El innegable cambio climático y sus efectos tanto sobre los recursos naturales disponibles como sobre los movimientos de población que provocará en las próximas décadas, éxodos tan masivos que la actual corriente migratoria de los refugiados nos parecerá una excursión escolar a su lado, sólo puede causar gravísimos enfrentamientos entre la población más pobre, salvo que decidamos tomar las riendas ya y encarar valientemente y con espíritu honesto los cambios necesarios. Esta honestidad dejará en segundo plano a la generosidad, que siempre se ejerce desde un plano de superioridad, lo cual va en contra de nuestros declarados principios democráticos, y dará mayor protagonismo a la imprescindible solidaridad.
En definitiva, si queremos sobrevivir al presente siglo sin destrozar el progreso humano, científico, cultural y tecnológico logrado hasta ahora, tenemos que aprender a convivir entre nosotrxs con el mismo respeto y cuidado que hemos de tener con el equilibrio ecológico del planeta, o de lo contrario quienes dirigen nuestros destinos ya buscarán el modo de reducir la población provocando guerras no abiertamente declaradas (en las modernas “democracias” de cara a lxs votantes no interesa decir abiertamente que dos países “civilizados” entran en guerra), promoviendo el surgimiento de grupos terroristas contra los que hay luchar urgentemente por nuestro propio bien (tras asustar a la población con calculados golpes del terrorismo en el corazón de Occidente), o extendiendo “pandemias” de virus manipulados genéticamente (recuerdo que hace al menos diez años algunos científicos “visionarios” auguraban rebrotes de ciertas enfermedades virales perfectamente controladas a mediados del siglo pasado).

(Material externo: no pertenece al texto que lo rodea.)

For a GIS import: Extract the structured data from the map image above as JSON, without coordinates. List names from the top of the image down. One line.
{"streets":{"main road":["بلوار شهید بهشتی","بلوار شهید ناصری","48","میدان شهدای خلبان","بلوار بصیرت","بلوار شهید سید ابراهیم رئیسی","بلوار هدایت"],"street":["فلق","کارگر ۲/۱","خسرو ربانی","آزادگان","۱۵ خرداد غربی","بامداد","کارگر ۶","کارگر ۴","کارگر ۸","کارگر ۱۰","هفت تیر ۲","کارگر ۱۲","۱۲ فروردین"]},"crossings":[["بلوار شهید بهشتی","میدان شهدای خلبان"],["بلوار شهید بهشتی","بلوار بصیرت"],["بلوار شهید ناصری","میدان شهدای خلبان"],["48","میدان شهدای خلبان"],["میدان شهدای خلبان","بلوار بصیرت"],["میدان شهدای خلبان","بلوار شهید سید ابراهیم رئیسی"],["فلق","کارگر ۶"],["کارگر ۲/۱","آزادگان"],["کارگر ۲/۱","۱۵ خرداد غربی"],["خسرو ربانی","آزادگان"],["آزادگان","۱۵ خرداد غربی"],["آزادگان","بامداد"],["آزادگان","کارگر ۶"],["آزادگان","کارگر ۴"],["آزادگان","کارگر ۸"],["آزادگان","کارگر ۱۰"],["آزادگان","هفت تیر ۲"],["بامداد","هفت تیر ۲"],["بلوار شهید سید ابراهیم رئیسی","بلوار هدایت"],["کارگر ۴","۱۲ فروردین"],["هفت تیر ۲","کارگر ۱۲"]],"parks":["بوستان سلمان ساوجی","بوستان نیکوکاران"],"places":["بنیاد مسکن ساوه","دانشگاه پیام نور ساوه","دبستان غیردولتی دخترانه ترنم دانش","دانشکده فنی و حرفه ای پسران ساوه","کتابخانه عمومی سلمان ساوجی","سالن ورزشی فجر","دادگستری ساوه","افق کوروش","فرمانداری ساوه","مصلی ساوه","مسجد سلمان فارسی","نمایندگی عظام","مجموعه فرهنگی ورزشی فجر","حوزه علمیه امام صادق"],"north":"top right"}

Volviendo de nuevo al mensaje concienciador de Jordi Évole, lo que él nos permitió vislumbrar con un ejemplo muy localizado debería ser la llave que encienda la luz de las mentes más brillantes, no ya de lxs más notables dirigentes sociales, intelectuales y, menos aún religiosxs o políticxs, sino de la población en general, para hacernos ver que el verdadero objeto de la globalización son los recursos productivos y, por tanto, la mano de obra, esto es, todxs nosotrxs, la cual ante el nuevo capitalismo se ha devaluado rápidamente hasta niveles que sólo nuestras endebles garantías democráticas han conseguido frenar; pero dichas garantías no podrán resistir mucho tiempo si el pueblo no despierta de su aborregamiento con la dignidad con que se incubaron las revoluciones de los últimos siglos y les vuelve a otorgar la pujanza que tuvieron en un principio. Hasta que eso ocurra quienes vemos un poco más allá viviremos con el corazón en vilo en nuestro multitudinario aislamiento o, en el mejor de los casos, clamando en el desierto.